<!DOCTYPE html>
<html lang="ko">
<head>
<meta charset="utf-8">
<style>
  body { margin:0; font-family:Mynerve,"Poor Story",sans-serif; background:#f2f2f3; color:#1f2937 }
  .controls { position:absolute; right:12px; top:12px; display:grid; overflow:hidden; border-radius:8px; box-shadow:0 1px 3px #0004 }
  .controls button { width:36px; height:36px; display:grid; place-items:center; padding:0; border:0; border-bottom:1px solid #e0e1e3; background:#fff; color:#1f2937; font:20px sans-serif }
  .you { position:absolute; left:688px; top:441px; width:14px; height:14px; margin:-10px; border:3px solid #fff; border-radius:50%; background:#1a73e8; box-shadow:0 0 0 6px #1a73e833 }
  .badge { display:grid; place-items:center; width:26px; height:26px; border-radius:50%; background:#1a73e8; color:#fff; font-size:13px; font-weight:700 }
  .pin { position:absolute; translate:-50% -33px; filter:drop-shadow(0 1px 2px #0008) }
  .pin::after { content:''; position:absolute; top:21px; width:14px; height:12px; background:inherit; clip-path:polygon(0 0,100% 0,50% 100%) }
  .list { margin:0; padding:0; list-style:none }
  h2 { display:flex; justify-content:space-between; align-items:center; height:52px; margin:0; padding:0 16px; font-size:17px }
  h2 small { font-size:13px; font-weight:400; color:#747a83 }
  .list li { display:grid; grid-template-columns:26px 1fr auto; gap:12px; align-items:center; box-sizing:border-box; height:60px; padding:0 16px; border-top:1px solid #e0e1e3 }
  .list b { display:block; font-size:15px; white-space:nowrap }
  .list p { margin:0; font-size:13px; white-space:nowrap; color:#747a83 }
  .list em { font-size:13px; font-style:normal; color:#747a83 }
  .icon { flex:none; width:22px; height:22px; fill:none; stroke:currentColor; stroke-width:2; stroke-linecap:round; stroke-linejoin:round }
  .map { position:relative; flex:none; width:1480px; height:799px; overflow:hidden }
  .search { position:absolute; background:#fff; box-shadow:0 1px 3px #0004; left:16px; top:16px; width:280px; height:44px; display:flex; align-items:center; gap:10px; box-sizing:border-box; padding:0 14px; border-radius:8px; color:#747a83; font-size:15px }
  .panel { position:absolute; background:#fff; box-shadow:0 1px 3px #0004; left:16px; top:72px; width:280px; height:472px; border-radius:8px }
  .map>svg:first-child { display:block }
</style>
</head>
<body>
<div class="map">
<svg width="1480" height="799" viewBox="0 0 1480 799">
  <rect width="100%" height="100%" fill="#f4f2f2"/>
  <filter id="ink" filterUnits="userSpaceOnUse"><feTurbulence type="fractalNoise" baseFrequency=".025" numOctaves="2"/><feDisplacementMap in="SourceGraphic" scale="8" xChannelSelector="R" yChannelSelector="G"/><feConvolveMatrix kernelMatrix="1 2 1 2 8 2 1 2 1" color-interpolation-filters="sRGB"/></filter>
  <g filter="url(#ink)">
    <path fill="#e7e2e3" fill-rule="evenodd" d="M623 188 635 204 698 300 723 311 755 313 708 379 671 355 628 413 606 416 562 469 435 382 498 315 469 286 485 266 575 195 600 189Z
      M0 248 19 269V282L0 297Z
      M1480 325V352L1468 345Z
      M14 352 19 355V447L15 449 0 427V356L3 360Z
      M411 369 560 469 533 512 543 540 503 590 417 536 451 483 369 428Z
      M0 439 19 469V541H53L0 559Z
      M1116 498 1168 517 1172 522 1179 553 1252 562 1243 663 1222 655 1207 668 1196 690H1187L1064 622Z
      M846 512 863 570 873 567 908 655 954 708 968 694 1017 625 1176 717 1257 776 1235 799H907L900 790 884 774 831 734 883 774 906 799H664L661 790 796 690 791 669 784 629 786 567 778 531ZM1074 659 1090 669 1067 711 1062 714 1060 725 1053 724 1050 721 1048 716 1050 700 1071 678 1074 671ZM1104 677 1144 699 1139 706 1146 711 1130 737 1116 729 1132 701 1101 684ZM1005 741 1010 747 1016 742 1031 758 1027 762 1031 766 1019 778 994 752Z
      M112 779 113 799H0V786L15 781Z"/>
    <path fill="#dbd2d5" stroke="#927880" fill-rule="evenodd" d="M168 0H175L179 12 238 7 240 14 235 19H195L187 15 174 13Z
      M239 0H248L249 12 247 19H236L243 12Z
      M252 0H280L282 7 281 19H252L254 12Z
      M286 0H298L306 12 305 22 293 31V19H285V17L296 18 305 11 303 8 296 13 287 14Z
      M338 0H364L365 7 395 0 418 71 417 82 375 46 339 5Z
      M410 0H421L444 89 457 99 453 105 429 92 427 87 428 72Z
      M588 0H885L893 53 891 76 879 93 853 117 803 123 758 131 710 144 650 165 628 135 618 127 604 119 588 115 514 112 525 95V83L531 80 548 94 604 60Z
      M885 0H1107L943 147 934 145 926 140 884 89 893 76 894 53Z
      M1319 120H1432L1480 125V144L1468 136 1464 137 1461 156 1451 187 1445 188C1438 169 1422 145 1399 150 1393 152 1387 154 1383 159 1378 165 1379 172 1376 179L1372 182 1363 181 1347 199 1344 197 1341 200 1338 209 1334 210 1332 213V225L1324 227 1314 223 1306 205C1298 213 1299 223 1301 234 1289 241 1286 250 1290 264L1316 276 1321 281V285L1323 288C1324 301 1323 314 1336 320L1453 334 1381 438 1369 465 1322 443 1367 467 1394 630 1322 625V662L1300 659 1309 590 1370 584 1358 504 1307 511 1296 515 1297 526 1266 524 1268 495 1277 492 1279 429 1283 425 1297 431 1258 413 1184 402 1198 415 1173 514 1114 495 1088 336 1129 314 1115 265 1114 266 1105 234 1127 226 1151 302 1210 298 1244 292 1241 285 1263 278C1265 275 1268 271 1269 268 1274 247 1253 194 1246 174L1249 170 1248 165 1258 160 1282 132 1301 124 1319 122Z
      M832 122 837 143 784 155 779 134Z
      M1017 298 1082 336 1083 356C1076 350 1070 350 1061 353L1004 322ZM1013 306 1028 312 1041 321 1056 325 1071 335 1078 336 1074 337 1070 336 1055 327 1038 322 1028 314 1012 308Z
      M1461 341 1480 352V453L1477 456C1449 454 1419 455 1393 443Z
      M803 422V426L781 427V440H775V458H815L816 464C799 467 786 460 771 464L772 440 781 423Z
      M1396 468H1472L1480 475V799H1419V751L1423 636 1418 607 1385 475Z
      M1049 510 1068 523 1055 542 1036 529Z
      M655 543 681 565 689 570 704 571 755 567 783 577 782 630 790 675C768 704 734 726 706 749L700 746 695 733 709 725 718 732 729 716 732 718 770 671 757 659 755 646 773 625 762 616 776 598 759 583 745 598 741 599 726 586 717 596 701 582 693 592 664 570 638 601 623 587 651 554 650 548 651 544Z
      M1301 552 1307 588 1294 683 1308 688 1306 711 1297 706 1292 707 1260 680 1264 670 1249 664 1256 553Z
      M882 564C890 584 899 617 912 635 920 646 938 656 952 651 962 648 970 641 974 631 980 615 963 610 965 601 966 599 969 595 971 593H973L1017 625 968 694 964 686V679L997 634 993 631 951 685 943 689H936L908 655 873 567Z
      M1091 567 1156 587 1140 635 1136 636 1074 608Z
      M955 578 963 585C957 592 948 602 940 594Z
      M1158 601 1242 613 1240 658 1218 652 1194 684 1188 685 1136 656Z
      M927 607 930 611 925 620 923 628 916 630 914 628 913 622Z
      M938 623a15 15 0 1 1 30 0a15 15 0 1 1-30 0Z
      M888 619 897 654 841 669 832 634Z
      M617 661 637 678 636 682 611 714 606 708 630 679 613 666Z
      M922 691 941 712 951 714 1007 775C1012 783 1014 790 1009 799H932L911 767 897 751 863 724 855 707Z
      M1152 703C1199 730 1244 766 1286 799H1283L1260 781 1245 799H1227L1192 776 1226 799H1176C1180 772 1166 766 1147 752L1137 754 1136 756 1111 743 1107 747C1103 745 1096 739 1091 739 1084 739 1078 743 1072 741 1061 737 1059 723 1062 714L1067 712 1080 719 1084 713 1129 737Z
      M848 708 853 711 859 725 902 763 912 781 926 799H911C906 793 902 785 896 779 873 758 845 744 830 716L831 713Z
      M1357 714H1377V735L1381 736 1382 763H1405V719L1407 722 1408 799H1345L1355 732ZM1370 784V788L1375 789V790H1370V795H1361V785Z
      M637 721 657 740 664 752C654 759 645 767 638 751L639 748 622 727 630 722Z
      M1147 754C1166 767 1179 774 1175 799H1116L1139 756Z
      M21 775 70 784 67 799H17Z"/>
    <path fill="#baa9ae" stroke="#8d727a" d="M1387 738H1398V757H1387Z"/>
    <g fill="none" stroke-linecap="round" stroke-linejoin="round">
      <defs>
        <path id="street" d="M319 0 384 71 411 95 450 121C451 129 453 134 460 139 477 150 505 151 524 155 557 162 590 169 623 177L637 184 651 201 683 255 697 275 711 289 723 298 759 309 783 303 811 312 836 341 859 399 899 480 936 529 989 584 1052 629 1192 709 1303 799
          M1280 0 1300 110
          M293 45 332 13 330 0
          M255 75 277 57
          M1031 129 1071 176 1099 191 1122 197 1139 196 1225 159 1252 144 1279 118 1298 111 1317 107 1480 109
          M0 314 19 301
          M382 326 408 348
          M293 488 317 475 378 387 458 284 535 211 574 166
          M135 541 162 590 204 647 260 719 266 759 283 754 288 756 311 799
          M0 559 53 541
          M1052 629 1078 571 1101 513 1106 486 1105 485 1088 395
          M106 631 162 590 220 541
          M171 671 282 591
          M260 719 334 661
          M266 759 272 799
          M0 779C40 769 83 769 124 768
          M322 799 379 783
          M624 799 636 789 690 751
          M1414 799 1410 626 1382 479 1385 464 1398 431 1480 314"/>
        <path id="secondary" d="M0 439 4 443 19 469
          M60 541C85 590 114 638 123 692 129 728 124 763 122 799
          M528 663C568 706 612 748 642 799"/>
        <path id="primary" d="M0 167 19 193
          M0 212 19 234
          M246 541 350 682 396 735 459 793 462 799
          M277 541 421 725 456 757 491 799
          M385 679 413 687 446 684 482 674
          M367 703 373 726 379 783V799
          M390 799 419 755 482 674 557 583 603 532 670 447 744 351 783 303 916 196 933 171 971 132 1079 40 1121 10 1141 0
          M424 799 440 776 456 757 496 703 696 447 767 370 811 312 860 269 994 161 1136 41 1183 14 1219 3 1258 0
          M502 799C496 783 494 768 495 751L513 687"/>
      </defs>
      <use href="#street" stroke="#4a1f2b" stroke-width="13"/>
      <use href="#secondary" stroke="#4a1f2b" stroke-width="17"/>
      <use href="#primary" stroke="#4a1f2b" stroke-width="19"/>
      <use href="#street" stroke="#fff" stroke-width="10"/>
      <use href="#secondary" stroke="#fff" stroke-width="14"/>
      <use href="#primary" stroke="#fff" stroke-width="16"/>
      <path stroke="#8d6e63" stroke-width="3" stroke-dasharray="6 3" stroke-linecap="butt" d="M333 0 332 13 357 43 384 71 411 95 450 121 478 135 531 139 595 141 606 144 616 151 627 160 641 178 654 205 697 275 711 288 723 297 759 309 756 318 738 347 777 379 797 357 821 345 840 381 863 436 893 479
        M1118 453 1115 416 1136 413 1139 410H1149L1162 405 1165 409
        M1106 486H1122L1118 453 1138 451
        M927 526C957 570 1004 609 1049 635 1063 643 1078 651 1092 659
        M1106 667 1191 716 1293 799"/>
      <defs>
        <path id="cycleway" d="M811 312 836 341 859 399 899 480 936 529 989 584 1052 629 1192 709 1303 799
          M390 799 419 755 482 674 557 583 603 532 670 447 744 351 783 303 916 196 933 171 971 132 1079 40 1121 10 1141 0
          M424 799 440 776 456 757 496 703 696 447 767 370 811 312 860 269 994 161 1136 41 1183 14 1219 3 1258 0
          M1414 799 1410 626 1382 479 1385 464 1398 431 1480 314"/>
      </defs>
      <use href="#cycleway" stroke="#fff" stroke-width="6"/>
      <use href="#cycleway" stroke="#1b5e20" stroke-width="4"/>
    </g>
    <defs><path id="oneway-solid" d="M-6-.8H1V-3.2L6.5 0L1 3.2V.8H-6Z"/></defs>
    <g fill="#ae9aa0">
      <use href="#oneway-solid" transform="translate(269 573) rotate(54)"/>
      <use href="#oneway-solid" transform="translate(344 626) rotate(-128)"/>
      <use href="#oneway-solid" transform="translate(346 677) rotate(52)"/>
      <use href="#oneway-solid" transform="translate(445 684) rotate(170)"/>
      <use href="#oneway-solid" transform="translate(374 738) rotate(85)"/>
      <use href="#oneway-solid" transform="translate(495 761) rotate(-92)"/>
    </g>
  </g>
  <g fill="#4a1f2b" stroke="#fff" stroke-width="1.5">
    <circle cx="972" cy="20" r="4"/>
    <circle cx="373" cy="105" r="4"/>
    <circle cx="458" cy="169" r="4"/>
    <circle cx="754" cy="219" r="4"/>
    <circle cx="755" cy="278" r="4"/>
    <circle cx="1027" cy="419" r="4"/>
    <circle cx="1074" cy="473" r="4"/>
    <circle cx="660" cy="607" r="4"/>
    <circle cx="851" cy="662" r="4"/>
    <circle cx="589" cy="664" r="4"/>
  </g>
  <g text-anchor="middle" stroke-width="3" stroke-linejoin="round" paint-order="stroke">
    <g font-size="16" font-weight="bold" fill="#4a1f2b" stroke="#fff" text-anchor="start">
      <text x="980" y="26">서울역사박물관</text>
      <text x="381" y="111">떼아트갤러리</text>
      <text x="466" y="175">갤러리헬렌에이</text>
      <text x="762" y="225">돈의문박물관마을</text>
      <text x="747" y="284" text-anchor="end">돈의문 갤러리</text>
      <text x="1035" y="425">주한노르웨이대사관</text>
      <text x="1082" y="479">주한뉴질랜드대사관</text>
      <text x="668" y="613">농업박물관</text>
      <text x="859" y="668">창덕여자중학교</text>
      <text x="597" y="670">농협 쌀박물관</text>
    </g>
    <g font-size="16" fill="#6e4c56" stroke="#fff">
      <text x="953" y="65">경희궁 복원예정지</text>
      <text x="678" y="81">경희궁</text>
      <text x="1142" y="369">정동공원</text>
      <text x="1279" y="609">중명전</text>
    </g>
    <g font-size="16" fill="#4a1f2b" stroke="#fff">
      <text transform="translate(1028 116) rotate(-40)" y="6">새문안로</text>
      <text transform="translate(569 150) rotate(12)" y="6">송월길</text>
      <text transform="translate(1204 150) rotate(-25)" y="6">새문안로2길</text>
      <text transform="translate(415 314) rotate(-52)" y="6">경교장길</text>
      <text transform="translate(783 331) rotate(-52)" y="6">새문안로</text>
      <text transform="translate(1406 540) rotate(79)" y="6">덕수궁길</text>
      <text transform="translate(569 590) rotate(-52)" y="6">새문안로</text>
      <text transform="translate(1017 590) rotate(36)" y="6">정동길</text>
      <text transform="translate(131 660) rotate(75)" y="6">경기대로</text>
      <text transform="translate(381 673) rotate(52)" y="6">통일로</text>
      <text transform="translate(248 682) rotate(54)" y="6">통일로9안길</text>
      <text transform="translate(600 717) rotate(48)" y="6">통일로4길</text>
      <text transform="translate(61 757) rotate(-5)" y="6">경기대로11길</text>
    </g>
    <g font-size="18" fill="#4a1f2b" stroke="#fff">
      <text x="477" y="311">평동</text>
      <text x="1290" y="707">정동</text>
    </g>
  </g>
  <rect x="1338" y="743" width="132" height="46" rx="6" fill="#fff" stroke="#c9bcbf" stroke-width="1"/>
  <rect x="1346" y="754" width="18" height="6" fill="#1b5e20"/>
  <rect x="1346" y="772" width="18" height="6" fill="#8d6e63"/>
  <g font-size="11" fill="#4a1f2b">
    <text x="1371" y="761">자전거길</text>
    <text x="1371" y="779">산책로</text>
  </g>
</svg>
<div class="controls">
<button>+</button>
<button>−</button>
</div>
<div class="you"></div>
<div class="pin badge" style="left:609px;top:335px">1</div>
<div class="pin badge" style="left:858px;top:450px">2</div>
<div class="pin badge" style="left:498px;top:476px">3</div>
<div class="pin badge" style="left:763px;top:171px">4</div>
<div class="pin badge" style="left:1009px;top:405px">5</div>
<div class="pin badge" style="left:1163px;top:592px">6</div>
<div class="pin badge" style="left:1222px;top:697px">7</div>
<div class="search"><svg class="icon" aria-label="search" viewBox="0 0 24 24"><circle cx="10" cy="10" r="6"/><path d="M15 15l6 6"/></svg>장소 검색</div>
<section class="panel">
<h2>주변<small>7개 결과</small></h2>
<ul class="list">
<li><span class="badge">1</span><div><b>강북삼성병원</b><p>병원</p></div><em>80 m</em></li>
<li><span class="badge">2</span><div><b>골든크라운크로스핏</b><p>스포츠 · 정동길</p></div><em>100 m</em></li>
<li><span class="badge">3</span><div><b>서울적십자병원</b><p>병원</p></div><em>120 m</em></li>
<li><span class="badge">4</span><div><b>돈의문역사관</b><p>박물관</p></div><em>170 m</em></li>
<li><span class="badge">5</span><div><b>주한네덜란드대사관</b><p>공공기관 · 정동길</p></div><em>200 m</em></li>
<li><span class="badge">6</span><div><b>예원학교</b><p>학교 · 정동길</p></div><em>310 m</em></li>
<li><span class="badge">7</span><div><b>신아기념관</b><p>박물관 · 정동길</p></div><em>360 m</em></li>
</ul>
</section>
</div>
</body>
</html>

* _What you should do_: Extract from the listing above the lines between the line containing "display:grid; grid-template-columns:26px 1fr" and the line containing "font-size:13px; font-style:normal; color:#747a83", keeping both of those lines. Output nothing else.

* _Response area_:
  .list li { display:grid; grid-template-columns:26px 1fr auto; gap:12px; align-items:center; box-sizing:border-box; height:60px; padding:0 16px; border-top:1px solid #e0e1e3 }
  .list b { display:block; font-size:15px; white-space:nowrap }
  .list p { margin:0; font-size:13px; white-space:nowrap; color:#747a83 }
  .list em { font-size:13px; font-style:normal; color:#747a83 }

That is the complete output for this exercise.